5:30 PM - 5:45 PM
[AOS23-13] Modeling large-amplitude recruitment variability of marine fish
Marine ecosystem modeling has advanced considerably in the past few decades, enabling quantitative evaluation of biogeochemical cycles in the ocean. Some models are incorporated into the earth system model and applied for projecting future climate change. However, many of these models consider trophic levels up to zooplankton and do not include fish and other nekton. Although abundances of some marine fish species show large interannual fluctuations synchronous to environmental variations, few model frameworks had capability of explicit analyses on their linkage. A recently developed approach for fish modeling takes both biomass and number of individuals into consideration, which is one of necessary factors of fish community structure; however, even with this approach, present fish models do not usually reproduce drastic variation in the abundances of some small pelagic fishes such as sardine and anchovy.
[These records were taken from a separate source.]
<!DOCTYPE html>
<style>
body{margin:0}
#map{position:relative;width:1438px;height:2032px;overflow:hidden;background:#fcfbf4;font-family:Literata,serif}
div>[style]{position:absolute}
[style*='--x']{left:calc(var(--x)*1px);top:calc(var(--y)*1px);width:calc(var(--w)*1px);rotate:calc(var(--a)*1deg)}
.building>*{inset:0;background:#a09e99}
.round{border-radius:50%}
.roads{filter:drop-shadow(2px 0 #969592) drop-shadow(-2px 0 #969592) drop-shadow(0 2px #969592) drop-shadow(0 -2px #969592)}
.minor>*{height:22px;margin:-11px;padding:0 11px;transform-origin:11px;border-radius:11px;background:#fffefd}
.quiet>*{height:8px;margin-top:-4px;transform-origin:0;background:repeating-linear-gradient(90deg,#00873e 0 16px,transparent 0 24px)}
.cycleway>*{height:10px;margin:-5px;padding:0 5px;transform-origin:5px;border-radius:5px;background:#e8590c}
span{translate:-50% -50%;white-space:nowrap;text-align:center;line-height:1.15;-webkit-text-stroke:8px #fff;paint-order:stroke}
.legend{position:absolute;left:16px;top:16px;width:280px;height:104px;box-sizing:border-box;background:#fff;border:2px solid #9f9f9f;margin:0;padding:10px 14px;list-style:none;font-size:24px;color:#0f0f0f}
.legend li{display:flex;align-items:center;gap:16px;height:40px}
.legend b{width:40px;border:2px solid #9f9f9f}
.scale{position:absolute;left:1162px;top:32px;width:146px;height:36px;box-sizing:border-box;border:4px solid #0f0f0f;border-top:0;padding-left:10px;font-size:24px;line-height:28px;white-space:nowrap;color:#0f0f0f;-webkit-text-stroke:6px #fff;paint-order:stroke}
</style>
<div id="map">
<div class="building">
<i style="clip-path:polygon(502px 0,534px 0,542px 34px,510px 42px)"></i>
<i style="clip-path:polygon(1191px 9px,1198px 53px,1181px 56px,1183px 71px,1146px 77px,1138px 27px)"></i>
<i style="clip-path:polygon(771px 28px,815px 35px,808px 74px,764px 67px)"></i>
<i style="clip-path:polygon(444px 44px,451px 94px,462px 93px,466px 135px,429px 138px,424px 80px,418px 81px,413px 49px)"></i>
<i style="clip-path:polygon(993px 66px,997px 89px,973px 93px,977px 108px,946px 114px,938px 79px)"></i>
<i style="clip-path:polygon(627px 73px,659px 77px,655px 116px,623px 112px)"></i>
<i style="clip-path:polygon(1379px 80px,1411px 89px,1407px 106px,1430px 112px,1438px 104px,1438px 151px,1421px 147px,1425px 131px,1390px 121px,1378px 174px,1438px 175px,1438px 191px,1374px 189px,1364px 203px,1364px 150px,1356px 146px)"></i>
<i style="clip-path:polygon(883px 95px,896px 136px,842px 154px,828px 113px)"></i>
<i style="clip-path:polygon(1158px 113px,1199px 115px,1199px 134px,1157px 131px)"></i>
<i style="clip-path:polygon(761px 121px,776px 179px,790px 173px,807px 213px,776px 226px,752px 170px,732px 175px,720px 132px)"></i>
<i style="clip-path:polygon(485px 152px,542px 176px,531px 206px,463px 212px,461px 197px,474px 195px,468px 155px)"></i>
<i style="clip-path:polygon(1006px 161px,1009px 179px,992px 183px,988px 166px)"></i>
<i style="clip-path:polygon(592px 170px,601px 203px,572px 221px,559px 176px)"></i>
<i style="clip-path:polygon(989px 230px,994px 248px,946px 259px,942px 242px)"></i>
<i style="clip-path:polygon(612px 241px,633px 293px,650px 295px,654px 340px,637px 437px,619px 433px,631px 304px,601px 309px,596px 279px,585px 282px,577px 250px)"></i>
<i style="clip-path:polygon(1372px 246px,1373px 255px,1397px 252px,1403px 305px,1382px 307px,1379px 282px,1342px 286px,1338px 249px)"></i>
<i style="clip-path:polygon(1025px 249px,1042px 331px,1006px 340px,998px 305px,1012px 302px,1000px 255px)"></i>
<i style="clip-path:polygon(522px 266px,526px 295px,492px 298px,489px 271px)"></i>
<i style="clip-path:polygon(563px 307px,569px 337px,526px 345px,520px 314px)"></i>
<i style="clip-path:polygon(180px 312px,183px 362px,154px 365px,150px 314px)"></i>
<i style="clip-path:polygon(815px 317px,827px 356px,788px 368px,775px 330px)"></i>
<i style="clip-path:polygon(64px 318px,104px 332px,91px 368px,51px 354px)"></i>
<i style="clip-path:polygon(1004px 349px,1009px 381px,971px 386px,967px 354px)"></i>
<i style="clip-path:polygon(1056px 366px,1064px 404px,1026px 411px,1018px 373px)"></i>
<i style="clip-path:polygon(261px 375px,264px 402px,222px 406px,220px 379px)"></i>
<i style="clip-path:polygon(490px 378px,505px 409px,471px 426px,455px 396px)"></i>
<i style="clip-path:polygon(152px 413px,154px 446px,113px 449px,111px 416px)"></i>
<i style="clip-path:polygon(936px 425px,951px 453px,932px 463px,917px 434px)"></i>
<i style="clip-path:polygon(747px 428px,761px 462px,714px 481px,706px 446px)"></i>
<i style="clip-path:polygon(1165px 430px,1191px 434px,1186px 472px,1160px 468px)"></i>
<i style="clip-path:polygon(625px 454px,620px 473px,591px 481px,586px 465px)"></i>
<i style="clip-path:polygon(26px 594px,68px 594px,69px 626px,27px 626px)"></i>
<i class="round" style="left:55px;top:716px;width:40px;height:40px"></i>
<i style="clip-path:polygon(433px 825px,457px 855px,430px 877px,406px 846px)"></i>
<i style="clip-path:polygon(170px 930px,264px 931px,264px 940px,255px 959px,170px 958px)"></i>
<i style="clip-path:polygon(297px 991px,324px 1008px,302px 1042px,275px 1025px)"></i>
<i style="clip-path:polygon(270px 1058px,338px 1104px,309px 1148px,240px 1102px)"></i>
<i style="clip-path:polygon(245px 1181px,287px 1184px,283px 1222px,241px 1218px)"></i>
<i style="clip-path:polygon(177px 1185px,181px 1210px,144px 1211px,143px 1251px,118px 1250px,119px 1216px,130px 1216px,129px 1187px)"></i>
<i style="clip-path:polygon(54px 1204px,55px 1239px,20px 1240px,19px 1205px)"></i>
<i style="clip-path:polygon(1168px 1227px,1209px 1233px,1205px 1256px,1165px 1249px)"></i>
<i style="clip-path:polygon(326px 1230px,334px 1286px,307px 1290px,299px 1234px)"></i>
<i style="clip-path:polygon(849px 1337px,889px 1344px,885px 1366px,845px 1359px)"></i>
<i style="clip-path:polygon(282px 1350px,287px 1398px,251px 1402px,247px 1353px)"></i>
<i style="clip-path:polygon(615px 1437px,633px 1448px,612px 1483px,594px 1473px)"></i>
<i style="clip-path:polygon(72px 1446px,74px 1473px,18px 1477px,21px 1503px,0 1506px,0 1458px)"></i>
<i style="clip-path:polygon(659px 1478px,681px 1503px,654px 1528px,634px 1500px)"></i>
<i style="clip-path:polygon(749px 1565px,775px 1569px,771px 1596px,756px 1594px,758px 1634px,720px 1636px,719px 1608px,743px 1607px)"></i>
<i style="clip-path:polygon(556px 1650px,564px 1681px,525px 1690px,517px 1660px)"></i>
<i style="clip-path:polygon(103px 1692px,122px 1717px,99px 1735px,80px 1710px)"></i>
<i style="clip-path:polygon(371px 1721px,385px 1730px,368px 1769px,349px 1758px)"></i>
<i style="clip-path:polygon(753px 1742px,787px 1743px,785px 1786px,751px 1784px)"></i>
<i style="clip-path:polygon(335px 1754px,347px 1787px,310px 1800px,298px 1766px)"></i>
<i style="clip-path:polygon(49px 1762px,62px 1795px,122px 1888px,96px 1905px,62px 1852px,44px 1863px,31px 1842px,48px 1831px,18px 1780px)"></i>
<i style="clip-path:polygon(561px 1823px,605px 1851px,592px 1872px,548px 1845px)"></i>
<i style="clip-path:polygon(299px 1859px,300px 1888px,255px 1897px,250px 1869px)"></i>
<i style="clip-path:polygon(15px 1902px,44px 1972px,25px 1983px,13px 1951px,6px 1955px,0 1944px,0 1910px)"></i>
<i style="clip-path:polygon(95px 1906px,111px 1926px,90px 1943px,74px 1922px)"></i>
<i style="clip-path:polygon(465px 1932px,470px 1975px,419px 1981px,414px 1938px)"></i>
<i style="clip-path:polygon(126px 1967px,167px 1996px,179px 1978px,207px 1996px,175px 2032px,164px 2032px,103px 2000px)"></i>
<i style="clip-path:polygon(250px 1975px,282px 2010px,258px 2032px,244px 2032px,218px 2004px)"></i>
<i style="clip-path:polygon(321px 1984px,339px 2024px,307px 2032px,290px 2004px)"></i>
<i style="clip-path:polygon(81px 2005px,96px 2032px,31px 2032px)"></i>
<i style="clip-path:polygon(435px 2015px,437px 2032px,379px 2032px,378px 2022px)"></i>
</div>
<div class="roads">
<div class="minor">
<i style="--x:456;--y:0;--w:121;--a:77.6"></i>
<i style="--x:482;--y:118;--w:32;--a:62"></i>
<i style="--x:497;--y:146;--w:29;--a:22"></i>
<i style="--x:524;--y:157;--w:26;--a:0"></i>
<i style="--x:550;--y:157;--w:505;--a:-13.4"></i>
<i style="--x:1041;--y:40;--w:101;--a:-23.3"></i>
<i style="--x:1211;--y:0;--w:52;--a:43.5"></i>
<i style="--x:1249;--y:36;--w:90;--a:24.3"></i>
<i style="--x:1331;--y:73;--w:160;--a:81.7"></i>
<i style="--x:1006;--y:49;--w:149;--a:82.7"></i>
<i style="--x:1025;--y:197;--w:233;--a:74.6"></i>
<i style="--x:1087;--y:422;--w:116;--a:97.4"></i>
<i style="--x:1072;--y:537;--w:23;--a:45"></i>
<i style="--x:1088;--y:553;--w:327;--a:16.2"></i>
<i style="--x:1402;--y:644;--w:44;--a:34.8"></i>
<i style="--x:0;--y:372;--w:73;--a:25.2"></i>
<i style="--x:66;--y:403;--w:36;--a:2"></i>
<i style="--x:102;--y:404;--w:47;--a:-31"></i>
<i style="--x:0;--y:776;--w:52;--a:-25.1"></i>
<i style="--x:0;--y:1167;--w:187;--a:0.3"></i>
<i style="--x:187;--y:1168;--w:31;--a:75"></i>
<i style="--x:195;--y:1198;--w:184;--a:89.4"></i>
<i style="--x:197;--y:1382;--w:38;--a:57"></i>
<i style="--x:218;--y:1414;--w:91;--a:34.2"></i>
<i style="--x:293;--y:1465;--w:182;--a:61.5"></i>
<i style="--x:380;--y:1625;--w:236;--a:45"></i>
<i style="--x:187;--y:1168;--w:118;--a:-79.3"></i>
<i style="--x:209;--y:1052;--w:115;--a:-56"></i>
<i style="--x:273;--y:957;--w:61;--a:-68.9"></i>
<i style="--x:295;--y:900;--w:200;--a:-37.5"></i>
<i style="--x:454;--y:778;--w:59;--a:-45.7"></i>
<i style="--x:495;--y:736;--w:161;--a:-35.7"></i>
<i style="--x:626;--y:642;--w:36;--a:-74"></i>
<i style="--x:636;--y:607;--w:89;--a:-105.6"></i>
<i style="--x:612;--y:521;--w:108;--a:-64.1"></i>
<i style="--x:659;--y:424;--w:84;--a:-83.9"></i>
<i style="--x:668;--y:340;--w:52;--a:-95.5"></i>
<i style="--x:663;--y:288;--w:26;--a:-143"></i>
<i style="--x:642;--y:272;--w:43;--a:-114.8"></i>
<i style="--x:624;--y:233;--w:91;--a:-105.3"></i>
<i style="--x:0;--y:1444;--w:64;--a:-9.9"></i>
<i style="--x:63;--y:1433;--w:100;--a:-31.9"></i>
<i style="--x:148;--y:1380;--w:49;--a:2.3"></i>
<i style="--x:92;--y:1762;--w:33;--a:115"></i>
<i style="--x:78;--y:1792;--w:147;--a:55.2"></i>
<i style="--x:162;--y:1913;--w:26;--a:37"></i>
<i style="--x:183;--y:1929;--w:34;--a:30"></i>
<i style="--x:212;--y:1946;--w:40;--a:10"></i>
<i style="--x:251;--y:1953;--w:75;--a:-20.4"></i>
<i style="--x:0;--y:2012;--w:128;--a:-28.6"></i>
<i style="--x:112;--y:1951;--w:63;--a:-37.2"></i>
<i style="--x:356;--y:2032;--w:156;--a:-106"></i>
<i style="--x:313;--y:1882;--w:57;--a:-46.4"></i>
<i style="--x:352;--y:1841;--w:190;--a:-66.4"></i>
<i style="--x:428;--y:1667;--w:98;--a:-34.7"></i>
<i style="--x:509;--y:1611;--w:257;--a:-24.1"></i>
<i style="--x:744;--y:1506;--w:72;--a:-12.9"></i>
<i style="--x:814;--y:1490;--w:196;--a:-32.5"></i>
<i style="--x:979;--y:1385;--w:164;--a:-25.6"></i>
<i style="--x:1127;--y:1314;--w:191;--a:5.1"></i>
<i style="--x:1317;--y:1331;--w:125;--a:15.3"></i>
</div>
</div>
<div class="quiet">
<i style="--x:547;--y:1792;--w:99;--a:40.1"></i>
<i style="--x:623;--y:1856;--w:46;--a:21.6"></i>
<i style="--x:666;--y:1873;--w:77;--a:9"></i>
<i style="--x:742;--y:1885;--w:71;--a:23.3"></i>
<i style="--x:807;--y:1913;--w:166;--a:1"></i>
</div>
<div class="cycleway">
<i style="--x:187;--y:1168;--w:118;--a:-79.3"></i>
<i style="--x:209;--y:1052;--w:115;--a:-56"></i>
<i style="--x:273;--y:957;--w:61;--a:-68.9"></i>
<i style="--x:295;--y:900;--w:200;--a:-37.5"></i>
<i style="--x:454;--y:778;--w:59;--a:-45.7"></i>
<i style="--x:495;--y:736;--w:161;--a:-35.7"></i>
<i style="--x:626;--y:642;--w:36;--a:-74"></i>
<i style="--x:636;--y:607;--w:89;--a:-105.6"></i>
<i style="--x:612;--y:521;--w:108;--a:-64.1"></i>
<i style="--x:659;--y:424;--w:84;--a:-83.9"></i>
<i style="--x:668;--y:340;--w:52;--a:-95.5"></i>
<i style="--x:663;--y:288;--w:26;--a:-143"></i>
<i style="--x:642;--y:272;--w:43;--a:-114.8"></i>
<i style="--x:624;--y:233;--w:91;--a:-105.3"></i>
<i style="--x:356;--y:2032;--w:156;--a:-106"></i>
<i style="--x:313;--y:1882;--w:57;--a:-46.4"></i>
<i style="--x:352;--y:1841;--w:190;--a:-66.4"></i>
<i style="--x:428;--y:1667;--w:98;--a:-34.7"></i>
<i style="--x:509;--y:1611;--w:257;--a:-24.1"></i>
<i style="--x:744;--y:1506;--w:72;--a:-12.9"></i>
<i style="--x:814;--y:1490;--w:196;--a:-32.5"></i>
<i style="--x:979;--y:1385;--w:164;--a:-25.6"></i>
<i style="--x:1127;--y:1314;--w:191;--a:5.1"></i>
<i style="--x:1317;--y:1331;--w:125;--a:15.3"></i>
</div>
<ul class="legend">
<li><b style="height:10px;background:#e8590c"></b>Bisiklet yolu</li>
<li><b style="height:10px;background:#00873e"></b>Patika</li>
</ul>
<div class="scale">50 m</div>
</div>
In the present study, we step into recruitment processes of marine fish, which has been suggested by field studies to be determinants of the population size. A food-web model for planktivorous and piscivorous fishes was developed, which will be coupled with a lower trophic ecosystem model and a hydrodynamic model. We focus on the environmental variability in the western North Pacific and the accompanied responses of sardine and anchovy, and test several growth and survival models during early life stages of these fishes. In the presentation, possible amplification processes from plankton to fish will also be discussed.